## Stored items from a collection
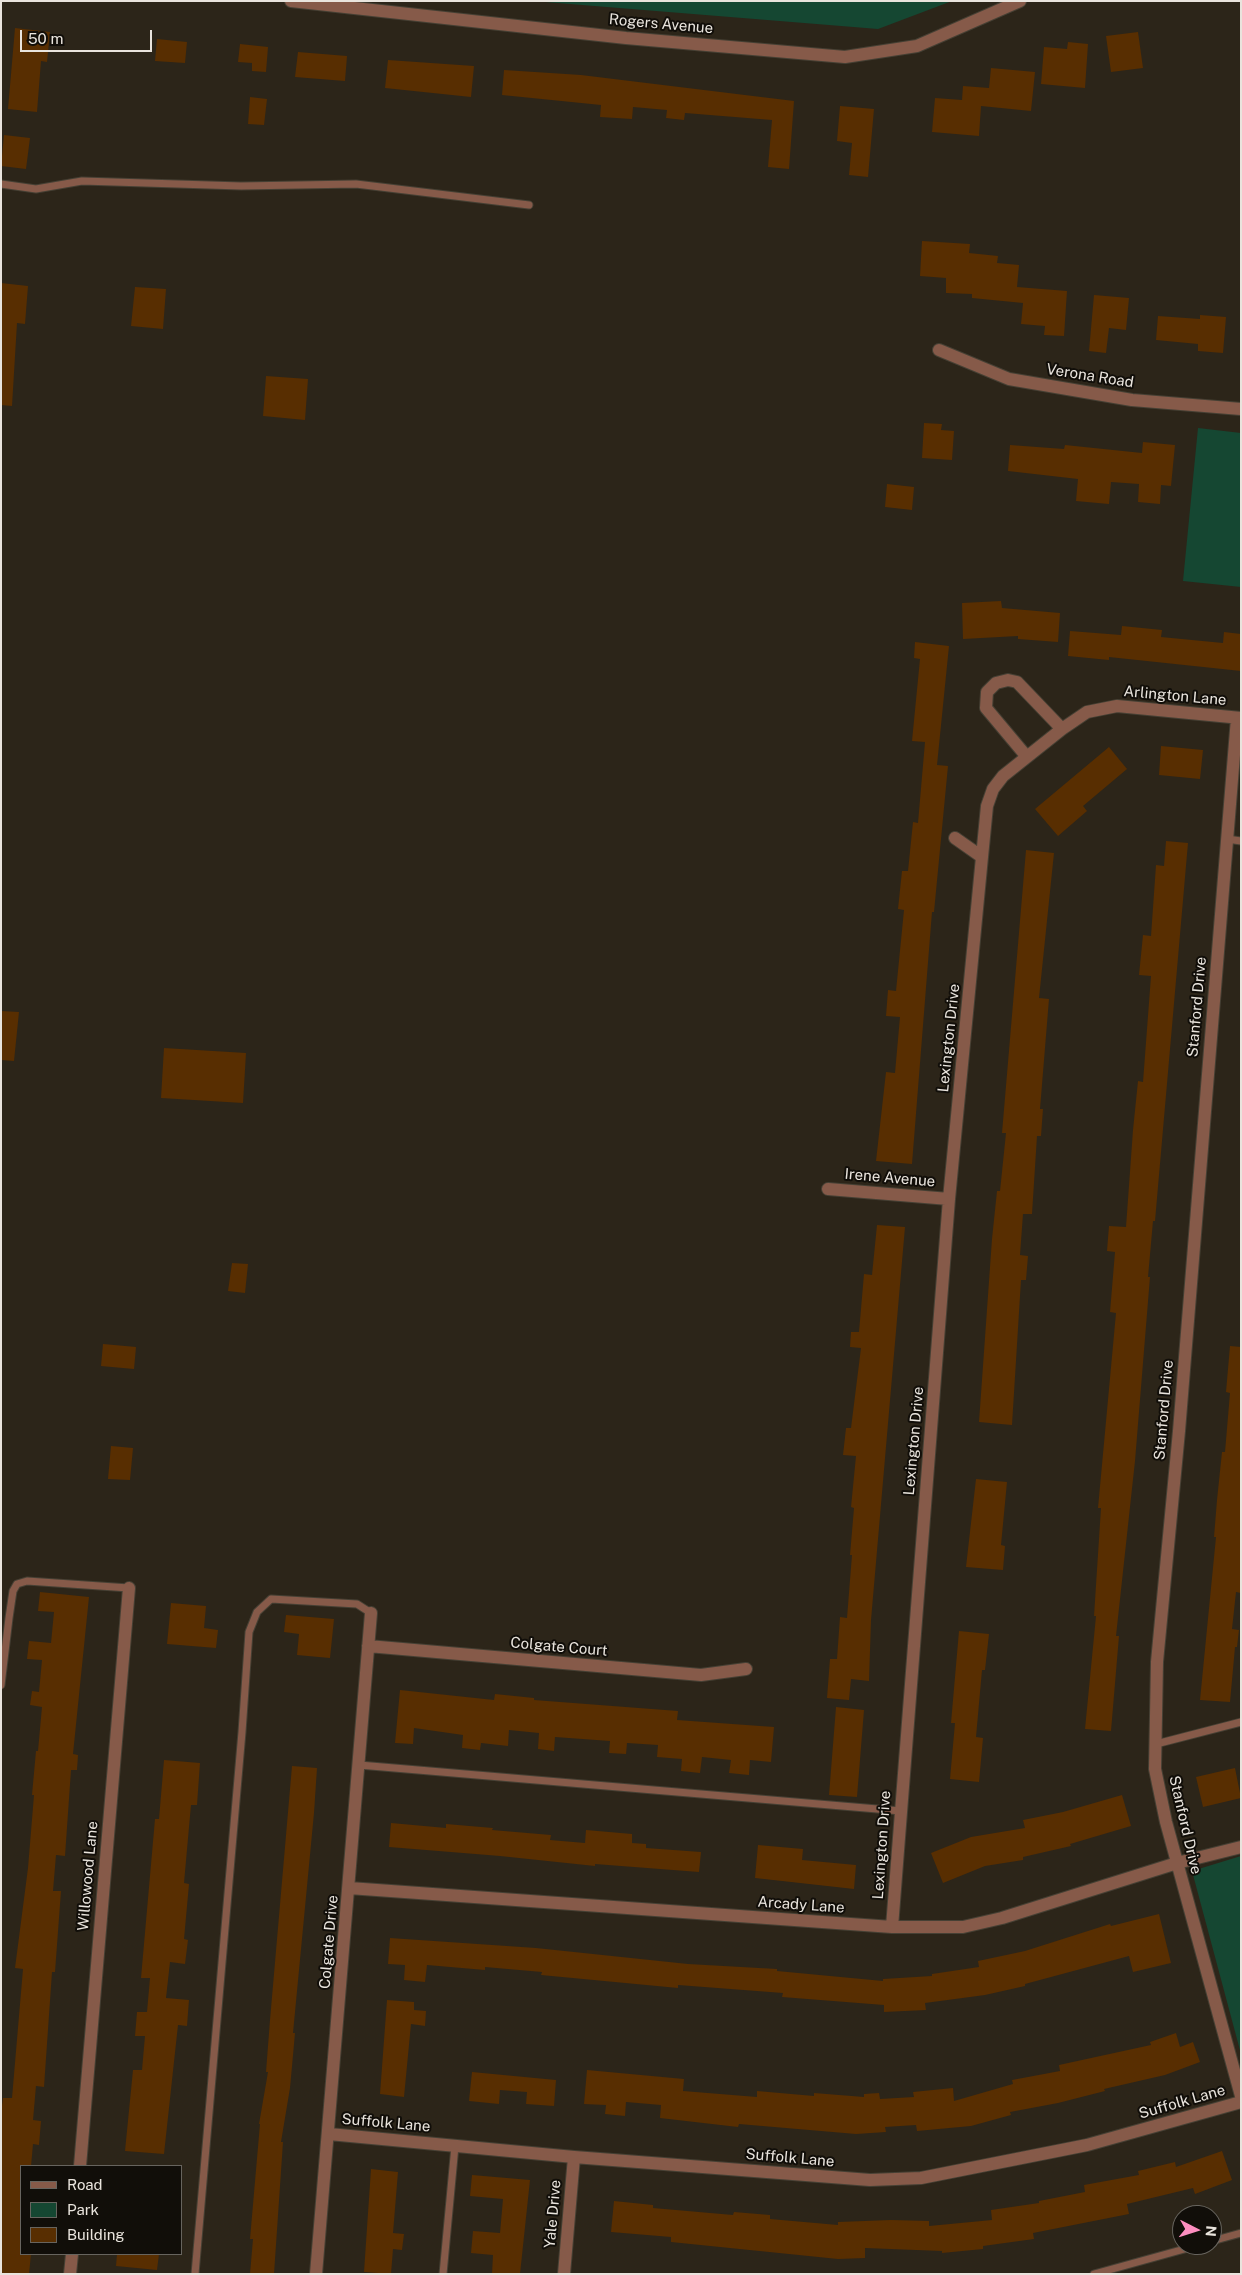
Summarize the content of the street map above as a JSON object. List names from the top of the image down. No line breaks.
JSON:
{"streets":{"street":["Rogers Avenue","Verona Road","Arlington Lane","Stanford Drive","Lexington Drive","Irene Avenue","Colgate Court","Willowood Lane","Arcady Lane","Colgate Drive","Suffolk Lane","Yale Drive"]},"crossings":[["Arlington Lane","Stanford Drive"],["Arlington Lane","Lexington Drive"],["Stanford Drive","Arcady Lane"],["Lexington Drive","Irene Avenue"],["Lexington Drive","Arcady Lane"],["Colgate Court","Colgate Drive"],["Arcady Lane","Colgate Drive"],["Colgate Drive","Suffolk Lane"],["Suffolk Lane","Yale Drive"]],"legend":["Road","Park","Building"],"scale_bar":"50 m","north":"right"}
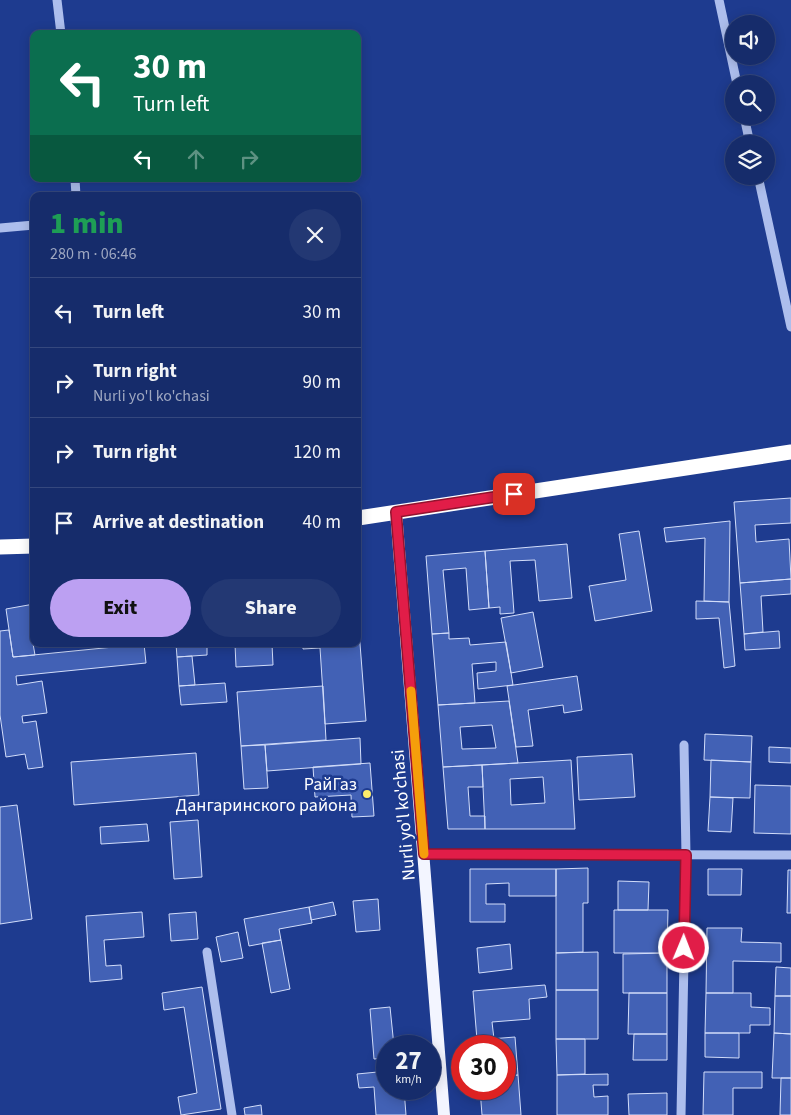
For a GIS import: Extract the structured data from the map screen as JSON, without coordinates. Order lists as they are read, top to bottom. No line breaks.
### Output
{"streets":{"main road":["Nurli yo'l ko'chasi"]},"places":["РайГаз Дангаринского района"],"page":{"turn":["30 m","Turn left"],"heading":["1 min","280 m · 06:46"],"list":[{"name":"Turn left","value":"30 m"},{"name":"Turn right","note":"Nurli yo'l ko'chasi","value":"90 m"},{"name":"Turn right","value":"120 m"},{"name":"Arrive at destination","value":"40 m"}],"buttons":["Exit","Share"],"speed":"27 km/h","limit":"30"}}
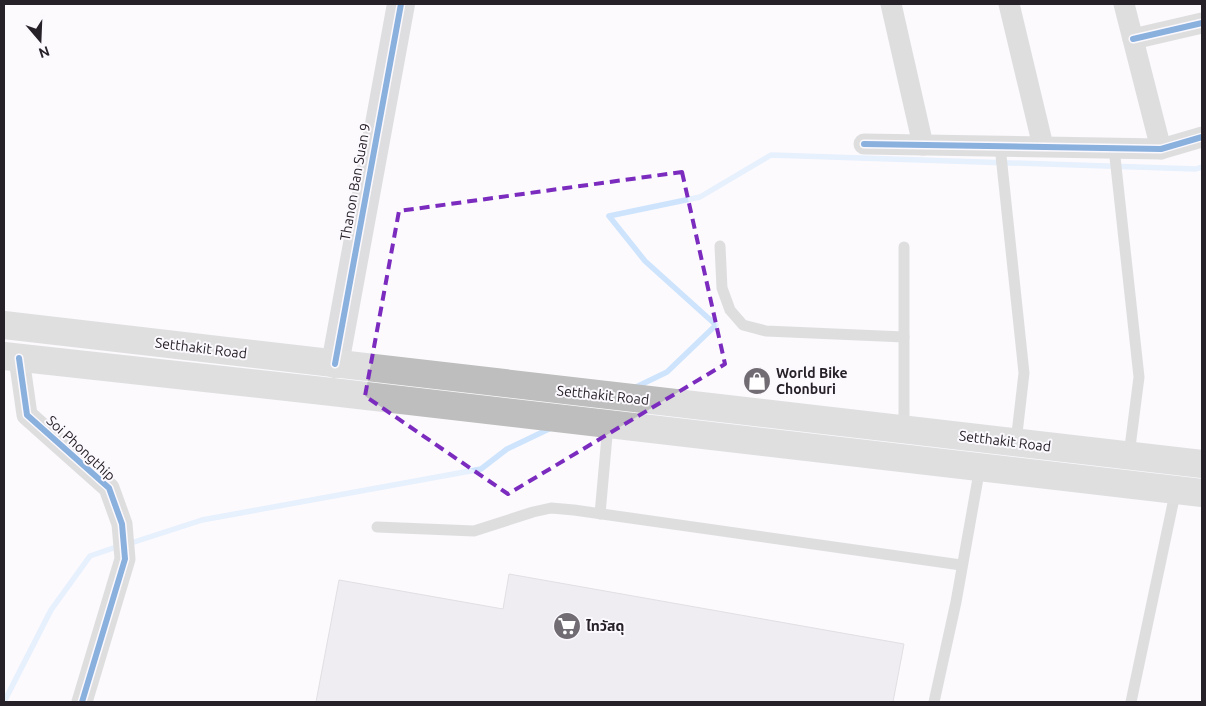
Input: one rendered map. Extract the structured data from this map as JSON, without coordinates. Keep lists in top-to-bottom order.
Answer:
{
  "streets": {
    "main road": ["Setthakit Road"],
    "street": ["Thanon Ban Suan 9", "Soi Phongthip"]
  },
  "crossings": [
    ["Thanon Ban Suan 9", "Setthakit Road"],
    ["Setthakit Road", "Soi Phongthip"]
  ],
  "places": {
    "shop": ["World Bike Chonburi"],
    "supermarket": ["ไทวัสดุ"]
  },
  "north": "bottom"
}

## HOW TO COMPLETE THIS TASK
Starting at the first line of the data, set down each line exactly until you have copied the line with "For a GIS import: Extract", but leave the pictures out.

## RESULT
Summarize the content of the street map above as a JSON object. List names from the top of the image down. No line breaks.
JSON:
{"streets":{"street":["Rogers Avenue","Verona Road","Arlington Lane","Stanford Drive","Lexington Drive","Irene Avenue","Colgate Court","Willowood Lane","Arcady Lane","Colgate Drive","Suffolk Lane","Yale Drive"]},"crossings":[["Arlington Lane","Stanford Drive"],["Arlington Lane","Lexington Drive"],["Stanford Drive","Arcady Lane"],["Lexington Drive","Irene Avenue"],["Lexington Drive","Arcady Lane"],["Colgate Court","Colgate Drive"],["Arcady Lane","Colgate Drive"],["Colgate Drive","Suffolk Lane"],["Suffolk Lane","Yale Drive"]],"legend":["Road","Park","Building"],"scale_bar":"50 m","north":"right"}
For a GIS import: Extract the structured data from the map screen as JSON, without coordinates. Order lists as they are read, top to bottom. No line breaks.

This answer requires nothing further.